Esplora le recenti novità legislative riguardanti la protezione dai rischi amianto nel mondo del lavoro.
Il rischio amianto continua a rappresentare una seria minaccia per la salute dei lavoratori in diversi settori, soprattutto in edilizia e manutenzione. Le recenti riforme, in particolare il D.Lgs. n. 213/2026, entrato in vigore il 24 , apportano significative modifiche alla normativa esistente per garantire una maggiore sicurezza.
Queste nuove disposizioni sono state introdotte per allinearsi con la direttiva (UE) 2026/2668, che mira a migliorare la protezione dei lavoratori contro i rischi legati all’amianto. In questo articolo, esamineremo i principali cambiamenti e le implicazioni pratiche per i datori di lavoro e i lavoratori.
Il D.Lgs. n. 213/2026 ha introdotto una serie di novità rilevanti nella gestione del rischio amianto. In particolare, è stata abolita la possibilità di deroghe per esposizioni sporadiche e di intensità bassa. Questa modifica si traduce in una tolleranza zero nei confronti dell’esposizione, sottolineando l’importanza della sicurezza sul lavoro.

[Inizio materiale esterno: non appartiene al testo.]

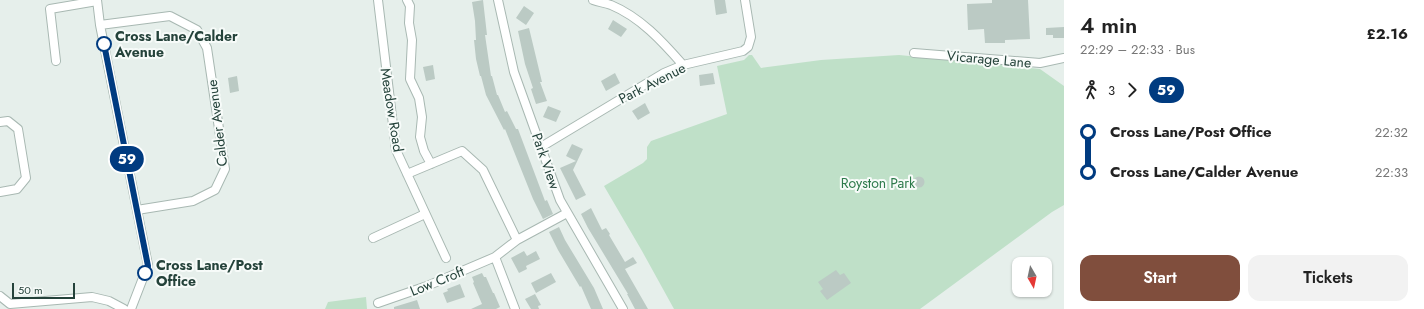 <!DOCTYPE html>
<html lang="en">
<head>
<meta charset="utf-8">
<style>
  :root { --surface:#fff; --page:#f2f2f2; --text:#222; --muted:#767676; --accent:#804e3d }
  body { margin:0; font-family:Jost,sans-serif; background:var(--page); color:var(--text); height:100vh; display:flex; flex-direction:column; font-size:15px; white-space:nowrap }
  * { box-sizing:border-box; margin:0 }
  p { font-size:13px; color:var(--muted) }
  .icon { flex:none; width:22px; height:22px; fill:none; stroke:currentColor; stroke-width:2; stroke-linecap:round; stroke-linejoin:round }
  .map { position:relative; flex:1; overflow:hidden }
  .side { display:flex; flex-direction:column; background:var(--surface); width:360px }
  .side>* { flex:none }
  .badge { padding:0 8px; border-radius:13px; font-size:14px; line-height:26px }
  .needle { width:26px; rotate:171deg }
  .buttons { position:absolute; left:1012px; top:257px; display:grid; gap:8px }
  .buttons a { display:grid; place-items:center; width:40px; height:40px; border-radius:8px; background:var(--surface); box-shadow:0 1px 3px #0004; font-size:20px }
  .scale { position:absolute; left:12px; bottom:10px; width:63px; box-sizing:border-box; padding-left:4px; border:2px solid #24423a; border-top:0; font-size:11px; line-height:14px; white-space:nowrap; color:#24423a; -webkit-text-stroke:3px #f7fbf9; paint-order:stroke }
  .map>.badge { position:absolute; translate:-50% -50%; box-shadow:0 0 0 2px #fff }
  .legs { display:flex; align-items:center; gap:6px; height:44px; padding:0 16px; font-size:13px }
  .legs p { margin-inline-start:auto }
  .headline { display:flex; align-items:center; justify-content:space-between; height:68px; padding:0 16px }
  h1 { font-size:22px; font-weight:600; line-height:30px }
  .primary-button { display:flex; gap:8px; margin-top:auto; padding:8px 16px }
  .primary-button a { flex:1; height:46px; border-radius:12px; background:var(--accent); color:#fff; font-size:16px; font-weight:600; line-height:46px; text-align:center }
  .primary-button a+a { background:var(--page); color:var(--text) }
  ul { padding:0 16px; list-style:none }
  li { display:flex; align-items:center; gap:14px; height:40px; font-size:15px }
  li i { display:grid; place-items:center; width:6px; height:100%; margin:0 5px; background:currentColor }
  li i::after { content:''; width:10px; height:10px; margin:-5px; border:3px solid; border-radius:50%; background:var(--surface) }
  li p { margin-inline-start:auto }
  li:first-child i { background:linear-gradient(#0000 50%,currentColor 0) }
  li:last-child i { background:linear-gradient(currentColor 50%,#0000 0) }
  main { display:flex; flex:1; min-height:0 }
  .map>svg:first-child { display:block }
  .green { fill:#bfe0c8 }
  .building { fill:#bbcac4 }
  .lines { fill:none; stroke-linecap:round; stroke-linejoin:round }
  .street-casing { stroke:#a8b8b2; stroke-width:10 }
  .street { stroke:#fff; stroke-width:8 }
  .line-1-casing { stroke:#fff; stroke-width:9 }
  .line-1 { stroke:#003b80; stroke-width:6 }
  .stop-1-dot { fill:#fff; stroke:#003b80; stroke-width:2 }
  .labels { text-anchor:middle; stroke-width:4; stroke-linejoin:round; paint-order:stroke }
  .stop-label { font-size:14px; font-weight:bold; fill:#24423a; stroke:#f7fbf9; text-anchor:start }
  .street-label { font-size:14px; fill:#24423a; stroke:#f7fbf9 }
  .park-label { font-size:14px; fill:#2d7a4b; stroke:#f7fbf9 }
</style>
</head>
<body>
<main>
<div class="map">
<svg width="1064" height="309" viewBox="0 0 1064 309">
  <rect width="100%" height="100%" fill="#e6efeb"/>
  <path class="green" d="M749,55H752L761,68L821,60L899,55L1040,69L1064,86V205L1052,212L920,309H674L642,251L604,186L643,163L647,159V147L651,141L727,114L717,66L744,60Z
    M366,297L367,309H325L328,302Z"/>
  <path class="building" d="M483,0L487,35H485L491,76H492L497,95H498L505,112L507,111L516,129H518L545,201L547,200L553,214L543,219L533,199L505,129L504,130L486,95L481,76H480L476,59L474,40H476L475,21L472,2Z
    M714,0H725L727,13L716,15Z
    M992,0H1028L1030,39L1005,40V43H985L984,29L968,30L967,4L992,3Z
    M524,6L534,13L526,25L516,18Z
    M613,20L627,29L621,37L608,29Z
    M1064,27V38H1053V35H1046V28Z
    M529,28L542,82H540L547,101L536,104L531,89L533,88L525,64L518,31Z
    M433,65L435,79L426,81L423,67Z
    M615,73L620,83L606,91L601,81Z
    M713,73L715,84L700,86L699,75Z
    M237,76L239,91L230,93L228,78Z
    M645,103L650,113L638,120L632,111Z
    M548,106L561,111L556,122L543,117Z
    M572,144L583,149L573,170L586,195L576,200L560,168L576,161L566,156Z
    M913.5 182a5.5 5.5 0 1 1 11 0a5.5 5.5 0 1 1-11 0Z
    M591,208L602,230L606,228L610,234L609,235L625,262L633,257L637,263L625,269L648,309H635L627,294H628L588,228L581,214Z
    M559,227L565,240L594,288L603,309H591L581,286L580,287L558,250L549,232Z
    M524,251L527,256L536,251L540,259L526,266L527,269L519,273L511,258Z
    M836,270L840,275L844,273L851,283L827,300L820,291L823,289L818,282Z
    M482,273L484,277H486L493,293H494L500,307L496,309H471L482,304L473,283L474,282L472,277Z
    M551,273L556,282L536,293L531,283Z
    M460,284L465,297L447,303L443,293L448,291L447,289Z
    M535,294L541,305L538,306L539,309H531L525,299Z
    M417,300L420,309H394V307Z"/>
  <g class="lines">
    <g class="street-casing">
      <path id="street" d="M97,0L100,25L148,265L131,309
        M378,0L396,150L446,258
        M407,0L410,6L409,23L412,40L410,79L419,98L422,117L420,137L424,151L431,164
        M498,0L514,72L560,200L623,309
        M593,0C599,2 605,3 611,5C640,17 662,41 683,65
        M100,25L170,16L197,30L207,48L225,169L215,190L193,201L137,210
        M914,53L1040,63L1064,58
        M56,61L50,9L97,1
        M0,122L8,121L18,129L26,178L17,189L0,192
        M541,147L664,73L683,65L743,51L748,47L751,37L745,0
        M407,174L462,151L483,170L517,240
        M373,238L425,214
        M0,296L10,304L92,297L109,301L124,309
        M378,303L427,286L495,257
        M515,309L495,257L517,240L567,213"/>
    </g>
    <use href="#street" class="street"/>
  </g>
  <g class="lines">
    <g class="line-1-casing">
      <path id="line-1" d="M104,44L148,266L145,273"/>
    </g>
    <use href="#line-1" class="line-1"/>
  </g>
  <g class="stop-1-dot">
    <circle cx="104" cy="44" r="7"/>
    <circle cx="145" cy="273" r="7"/>
  </g>
  <g class="labels">
    <g class="stop-label">
      <text x="115" y="41">Cross Lane/Calder<tspan x="115" dy="16">Avenue</tspan></text>
      <text x="156" y="270">Cross Lane/Post<tspan x="156" dy="16">Office</tspan></text>
    </g>
    <g class="street-label">
      <text transform="translate(989 59) rotate(5)" y="5">Vicarage Lane</text>
      <text transform="translate(652 83) rotate(-27)" y="5">Park Avenue</text>
      <text transform="translate(392 110) rotate(81)" y="5">Meadow Road</text>
      <text transform="translate(217 123) rotate(-97)" y="5">Calder Avenue</text>
      <text transform="translate(546 161) rotate(71)" y="5">Park View</text>
      <text transform="translate(437 281) rotate(-22)" y="5">Low Croft</text>
    </g>
    <g class="park-label">
      <text x="878" y="188">Royston Park</text>
    </g>
  </g>
</svg>
<div class="buttons">
<a><svg class="needle" viewBox="-14 -14 28 28"><path d="M0-13l5 13h-10z" fill="#e53935"/><path d="M0 13l5-13h-10z" fill="#767676"/></svg></a>
</div>
<div class="scale">50 m</div>
<b class="badge" style="left:127px;top:159px;background:#003b80;color:#fff">59</b>
</div>
<section class="side">
<div class="headline"><div><h1>4 min</h1><p>22:29 – 22:33 · Bus</p></div><b>£2.16</b></div>
<div class="legs"><svg class="icon" aria-label="walk" viewBox="0 0 24 24"><circle cx="13" cy="4" r="2"/><path d="M13 8l-2 6 4 7M11 14l-3 7M7 12l3-4h3l4 4"/></svg>3<svg class="icon" aria-label="forward" viewBox="0 0 24 24"><path d="M9 5l7 7-7 7"/></svg><b class="badge" style="background:#003b80;color:#fff">59</b></div>
<ul>
<li><i style="color:#003b80"></i><b>Cross Lane/Post Office</b><p>22:32</p></li>
<li><i style="color:#003b80"></i><b>Cross Lane/Calder Avenue</b><p>22:33</p></li>
</ul>
<div class="primary-button"><a>Start</a><a>Tickets</a></div>
</section>
</main>
</body>
</html>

Una delle novità più significative è la riduzione del valore limite di esposizione all’amianto, che diventa molto più restrittivo rispetto a quanto previsto in precedenza. Questo cambiamento è motivato dalla necessità di proteggere i lavoratori da potenziali patologie, tra cui il cancro, riconosciuto come rischio elevato da parte dell’Agenzia internazionale per la ricerca sul cancro (Iarc).
Il datore di lavoro ha ora l’obbligo di effettuare una valutazione del rischio amianto in ogni ambito lavorativo che possa comportare esposizioni. Questo è un passo fondamentale per garantire che i lavoratori siano protetti da eventuali rischi per la salute. È fondamentale che il datore di lavoro integri i risultati della valutazione nel Documento di Valutazione dei Rischi (DVR) per garantire una gestione adeguata della sicurezza.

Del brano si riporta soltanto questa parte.